To do – Repeat the data below in full and exactly.

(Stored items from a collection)
§

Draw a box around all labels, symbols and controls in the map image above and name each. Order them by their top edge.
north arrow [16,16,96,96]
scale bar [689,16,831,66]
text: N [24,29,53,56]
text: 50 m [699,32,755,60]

§

Result of this exercise –
Draw a box around all labels, symbols and controls in the map image above and name each. Order them by their top edge.
north arrow [16,16,96,96]
scale bar [689,16,831,66]
text: N [24,29,53,56]
text: 50 m [699,32,755,60]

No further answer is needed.